** WHAT TO DO **
Reproduce each line of the entries that carries "stream".

=== Section Start ===

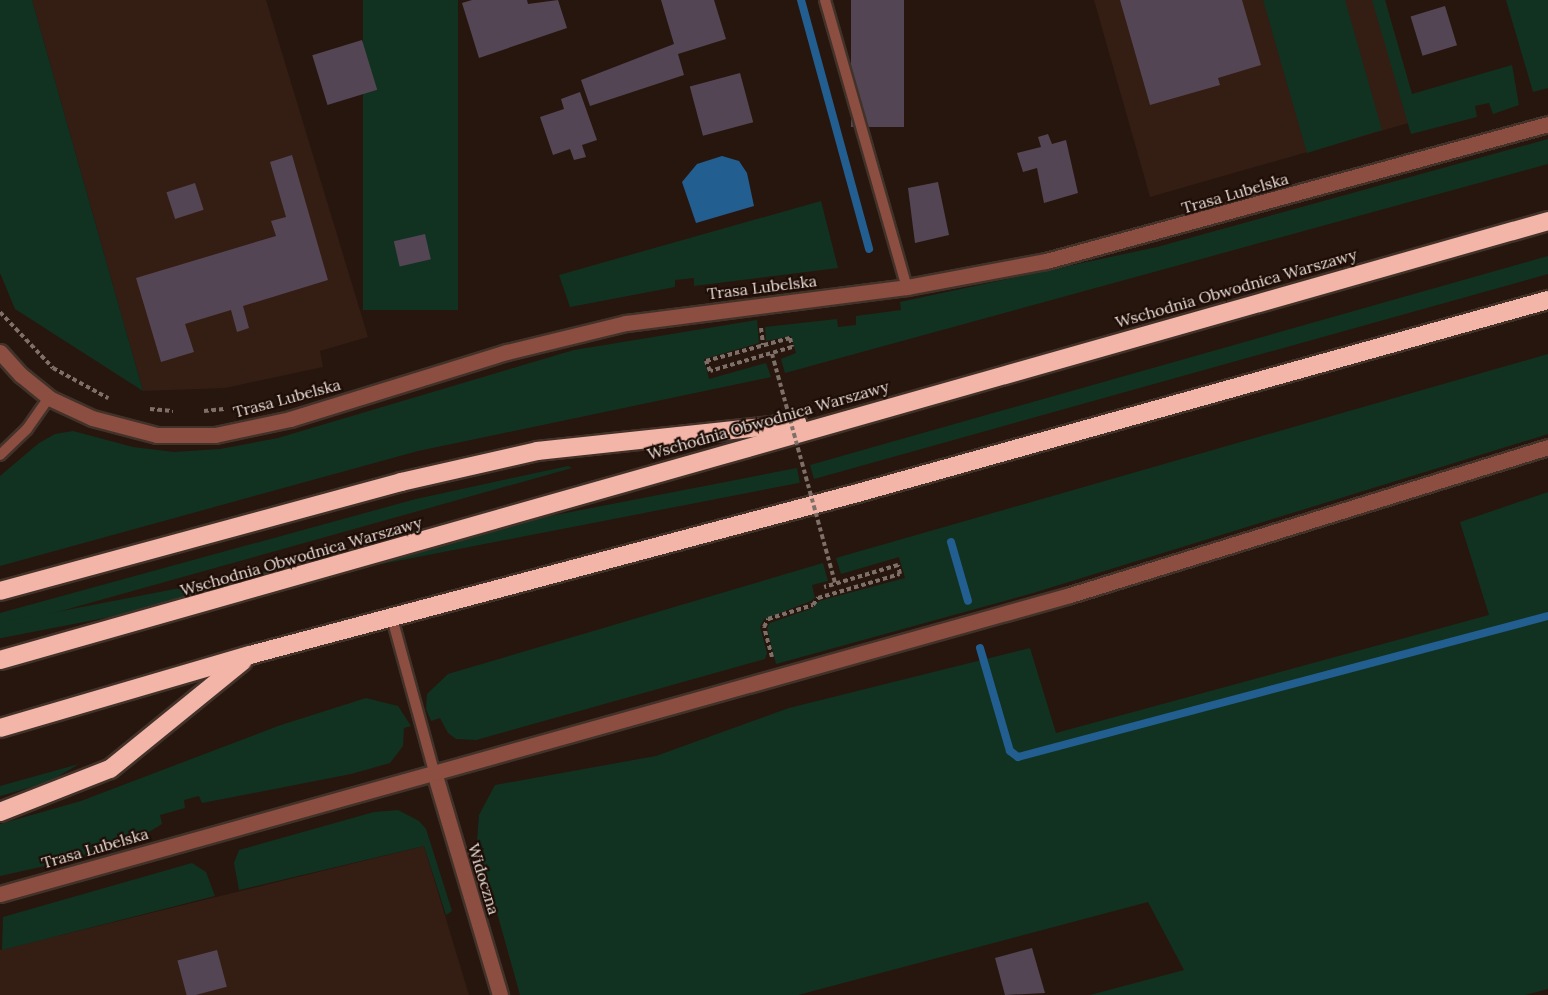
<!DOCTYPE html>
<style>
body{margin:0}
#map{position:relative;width:1548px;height:995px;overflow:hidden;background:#27160e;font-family:Lora,serif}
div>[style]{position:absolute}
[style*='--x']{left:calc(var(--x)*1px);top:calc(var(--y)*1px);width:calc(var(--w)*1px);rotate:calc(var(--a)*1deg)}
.built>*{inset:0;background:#341d13}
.green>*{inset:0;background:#113221;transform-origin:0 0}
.water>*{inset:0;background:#235e91}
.stream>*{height:8px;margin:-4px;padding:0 4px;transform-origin:4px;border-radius:4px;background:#235e91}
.building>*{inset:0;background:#544554;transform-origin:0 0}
.path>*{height:4px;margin-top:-2px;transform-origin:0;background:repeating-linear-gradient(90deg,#7e6f68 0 4.5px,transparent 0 7.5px)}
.roads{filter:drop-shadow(2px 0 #42322a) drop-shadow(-2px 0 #42322a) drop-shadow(0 2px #42322a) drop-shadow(0 -2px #42322a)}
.service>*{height:10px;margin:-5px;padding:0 5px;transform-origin:5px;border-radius:5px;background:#8b4e41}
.minor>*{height:15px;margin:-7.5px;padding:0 7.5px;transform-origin:7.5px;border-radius:7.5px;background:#8b4e41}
.tertiary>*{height:15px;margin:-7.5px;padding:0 7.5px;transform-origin:7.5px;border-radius:7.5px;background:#8b4e41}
.motorway>*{height:18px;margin:-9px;padding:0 9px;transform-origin:9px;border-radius:9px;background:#f3b5a7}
.path-bridge>*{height:4px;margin-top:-2px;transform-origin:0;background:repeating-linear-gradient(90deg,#7e6f68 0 4.5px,transparent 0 7.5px)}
span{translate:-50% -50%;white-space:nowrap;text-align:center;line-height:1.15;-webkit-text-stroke:4.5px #1d0d06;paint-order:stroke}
.street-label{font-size:16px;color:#eaddd8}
</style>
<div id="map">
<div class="built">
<i style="clip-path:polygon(32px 0,266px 0,368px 337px,320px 351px,323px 367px,225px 388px,143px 391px)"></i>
<i style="clip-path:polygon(1094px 0,1385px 0,1419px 120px,1150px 197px)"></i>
<i style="clip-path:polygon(424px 846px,469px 995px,0 995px,0 950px)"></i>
</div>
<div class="green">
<i style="clip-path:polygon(0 0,32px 0,143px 391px,15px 309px,0 273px)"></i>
<i style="left:363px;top:0;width:95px;height:310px"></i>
<i style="clip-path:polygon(1263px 0,1345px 0,1382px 130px,1307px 153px)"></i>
<i style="clip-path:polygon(1372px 0,1385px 0,1412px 94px,1512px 65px,1519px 105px,1493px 114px,1489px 103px,1475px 106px,1477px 117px,1411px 134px)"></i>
<i style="clip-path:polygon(1506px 0,1548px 0,1548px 88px,1533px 92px)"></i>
<i style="clip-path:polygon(1548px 139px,1548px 164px,785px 373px,781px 359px,796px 353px,791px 336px,766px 341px,765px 327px,837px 319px,838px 327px,856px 325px,856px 316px,901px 310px,900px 302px,1157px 247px)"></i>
<i style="clip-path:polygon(821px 201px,838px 268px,694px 286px,694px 278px,675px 280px,675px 287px,570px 307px,559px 275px)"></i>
<i style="clip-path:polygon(1548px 256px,1548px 274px,814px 479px,810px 465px)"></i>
<i style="clip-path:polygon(757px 320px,759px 343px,704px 359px,709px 379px,766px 363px,771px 377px,418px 451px,0 566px,0 476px,39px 443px,55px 434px,73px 431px,133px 447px,174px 452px,220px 449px,278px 438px,574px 350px)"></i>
<i style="clip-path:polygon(1548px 354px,1548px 434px,1033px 593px,776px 664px,767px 628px,770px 623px,813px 608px,819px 601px,905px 578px,899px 557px,841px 574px,836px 558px)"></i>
<i style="clip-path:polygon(568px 466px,572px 468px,0 628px,0 613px,416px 499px)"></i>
<i style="left:797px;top:468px;width:15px;height:827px;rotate:79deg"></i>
<i style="clip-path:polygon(1548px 492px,1548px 989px,1525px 995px,1090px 995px,1184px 970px,1148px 902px,798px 995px,520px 995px,477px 841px,479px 815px,495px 785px,656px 756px,789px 708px,1030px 648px,1056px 733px,1489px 615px,1460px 522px)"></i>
<i style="clip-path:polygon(823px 563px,828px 581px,812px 585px,815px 598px,811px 601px,764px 619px,760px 627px,767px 653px,765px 659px,476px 740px,456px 739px,448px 733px,440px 718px,431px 721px,426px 709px,427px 694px,448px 674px)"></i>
<i style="clip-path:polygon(366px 698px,398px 706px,411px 726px,404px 728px,403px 746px,390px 763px,351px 774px,202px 803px,199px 796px,184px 800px,185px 808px,160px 815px,162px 824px,121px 849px,0 876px,0 824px,81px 801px,278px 726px)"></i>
<i style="clip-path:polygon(79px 764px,49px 782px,0 796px,0 786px)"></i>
<i style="clip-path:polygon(398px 810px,419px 821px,426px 829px,452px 911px,446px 915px,424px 846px,239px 890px,234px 863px,239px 850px,374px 812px)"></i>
<i style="clip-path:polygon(192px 863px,206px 872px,215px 896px,2px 950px,3px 917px)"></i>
</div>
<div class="water">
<i style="clip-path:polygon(722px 156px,739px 161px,747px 173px,754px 206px,696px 223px,682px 182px,697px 164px)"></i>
</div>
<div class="stream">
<i style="--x:801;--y:0;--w:258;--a:74.7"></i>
<i style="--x:951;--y:542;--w:61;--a:73.9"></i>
<i style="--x:980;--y:648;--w:107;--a:73.8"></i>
<i style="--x:1010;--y:751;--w:10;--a:37"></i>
<i style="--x:1018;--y:757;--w:548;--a:-14.9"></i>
</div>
<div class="building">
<i style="clip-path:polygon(472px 0,527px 0,528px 4px,558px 0,567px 28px,479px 58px,462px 3px)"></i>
<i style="clip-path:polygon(661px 0,714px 0,726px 39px,678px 54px,684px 75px,590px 106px,581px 80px,674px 44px)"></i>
<i style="left:851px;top:0;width:53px;height:127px"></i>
<i style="clip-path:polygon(1120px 0,1242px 0,1261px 65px,1218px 78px,1220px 85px,1150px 105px)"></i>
<i style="left:1445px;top:6px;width:41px;height:36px;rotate:73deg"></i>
<i style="left:362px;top:40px;width:52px;height:52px;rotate:73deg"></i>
<i style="left:740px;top:73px;width:51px;height:52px;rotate:75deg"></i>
<i style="clip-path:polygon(580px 92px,597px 140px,582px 145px,586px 157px,574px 160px,570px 149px,553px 155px,540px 117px,564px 109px,561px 99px)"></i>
<i style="clip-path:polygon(1048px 134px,1052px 144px,1066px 140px,1078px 193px,1044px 203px,1037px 168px,1023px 172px,1017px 153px,1041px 147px,1038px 137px)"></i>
<i style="clip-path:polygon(292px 155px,328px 280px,243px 306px,249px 328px,237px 332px,231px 310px,185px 324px,194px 352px,161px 362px,136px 278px,276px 236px,271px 221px,286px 217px,270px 162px)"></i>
<i style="clip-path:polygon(938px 182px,949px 235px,915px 243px,908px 188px)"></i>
<i style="left:195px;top:183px;width:28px;height:30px;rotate:72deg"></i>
<i style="left:425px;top:234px;width:26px;height:32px;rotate:77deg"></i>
<i style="clip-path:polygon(1032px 948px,1045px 993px,1005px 995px,995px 958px)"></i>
<i style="left:217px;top:950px;width:38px;height:41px;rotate:75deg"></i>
</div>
<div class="path">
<i style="--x:0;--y:312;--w:77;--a:46.6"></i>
<i style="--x:53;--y:368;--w:63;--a:28.6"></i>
<i style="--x:761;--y:328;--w:17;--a:83"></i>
<i style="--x:790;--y:338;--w:9;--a:77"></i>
<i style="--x:792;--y:347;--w:85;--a:163.7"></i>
<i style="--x:710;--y:371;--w:11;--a:-112"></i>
<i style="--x:706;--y:361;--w:87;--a:-15.3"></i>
<i style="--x:150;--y:409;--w:23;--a:5"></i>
<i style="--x:204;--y:411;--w:20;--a:-6"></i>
<i style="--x:772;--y:657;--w:31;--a:-105"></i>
<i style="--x:764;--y:627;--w:9;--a:-63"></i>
<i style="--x:768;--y:619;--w:47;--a:-17.3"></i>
<i style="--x:813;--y:605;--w:9;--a:-54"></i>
<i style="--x:818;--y:598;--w:85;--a:-16.3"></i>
<i style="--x:900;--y:574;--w:9;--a:-103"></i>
<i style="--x:898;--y:565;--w:77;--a:163.4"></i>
</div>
<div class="roads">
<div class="service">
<i style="--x:825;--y:0;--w:298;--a:74.1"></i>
<i style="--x:0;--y:455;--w:37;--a:-44"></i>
<i style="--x:27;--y:429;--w:38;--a:-55"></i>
<i style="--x:392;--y:618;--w:160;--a:74.7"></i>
</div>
<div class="minor">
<i style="--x:434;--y:772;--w:233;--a:73.5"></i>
</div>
<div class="tertiary">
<i style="--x:0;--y:352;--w:31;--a:48"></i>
<i style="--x:21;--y:375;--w:36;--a:39"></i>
<i style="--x:49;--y:398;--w:47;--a:24.9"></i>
<i style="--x:92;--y:418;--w:67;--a:14.7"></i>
<i style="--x:157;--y:435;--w:58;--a:0"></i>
<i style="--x:215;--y:435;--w:77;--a:-12"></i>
<i style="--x:290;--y:419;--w:227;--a:-17.2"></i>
<i style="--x:507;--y:352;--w:122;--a:-13.7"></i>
<i style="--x:626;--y:323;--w:283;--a:-7.3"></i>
<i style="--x:907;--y:287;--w:141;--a:-10.6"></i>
<i style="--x:1046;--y:261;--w:520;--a:-15.26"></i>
<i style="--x:0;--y:894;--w:1111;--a:-15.61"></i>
<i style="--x:1070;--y:595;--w:500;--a:-17.2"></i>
</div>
<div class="motorway">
<i style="--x:0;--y:591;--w:416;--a:-15.2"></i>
<i style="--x:401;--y:482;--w:139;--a:-12.8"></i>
<i style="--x:537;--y:451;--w:262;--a:-6.1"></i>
<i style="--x:0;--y:660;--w:1609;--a:-15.83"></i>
<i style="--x:0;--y:728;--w:260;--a:-16.3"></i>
<i style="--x:250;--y:655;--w:625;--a:-14.93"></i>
<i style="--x:854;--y:494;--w:721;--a:-15.62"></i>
<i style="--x:0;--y:812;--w:118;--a:-21.4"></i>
<i style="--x:110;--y:769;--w:171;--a:-39.1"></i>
</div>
</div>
<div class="path-bridge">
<i style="--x:772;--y:354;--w:237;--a:74.6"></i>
</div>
<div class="street-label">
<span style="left:1235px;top:193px;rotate:-16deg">Trasa Lubelska</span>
<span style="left:762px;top:287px;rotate:-7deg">Trasa Lubelska</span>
<span style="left:1236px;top:288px;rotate:-16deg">Wschodnia Obwodnica Warszawy</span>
<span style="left:287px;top:398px;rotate:-15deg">Trasa Lubelska</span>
<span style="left:768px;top:420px;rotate:-16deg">Wschodnia Obwodnica Warszawy</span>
<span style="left:301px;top:556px;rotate:-16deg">Wschodnia Obwodnica Warszawy</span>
<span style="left:95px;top:848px;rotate:-16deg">Trasa Lubelska</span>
<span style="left:484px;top:879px;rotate:73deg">Widoczna</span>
</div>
</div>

=== Section End ===

** ANSWER TO THE EXERCISE **
.stream>*{height:8px;margin:-4px;padding:0 4px;transform-origin:4px;border-radius:4px;background:#235e91}
<div class="stream">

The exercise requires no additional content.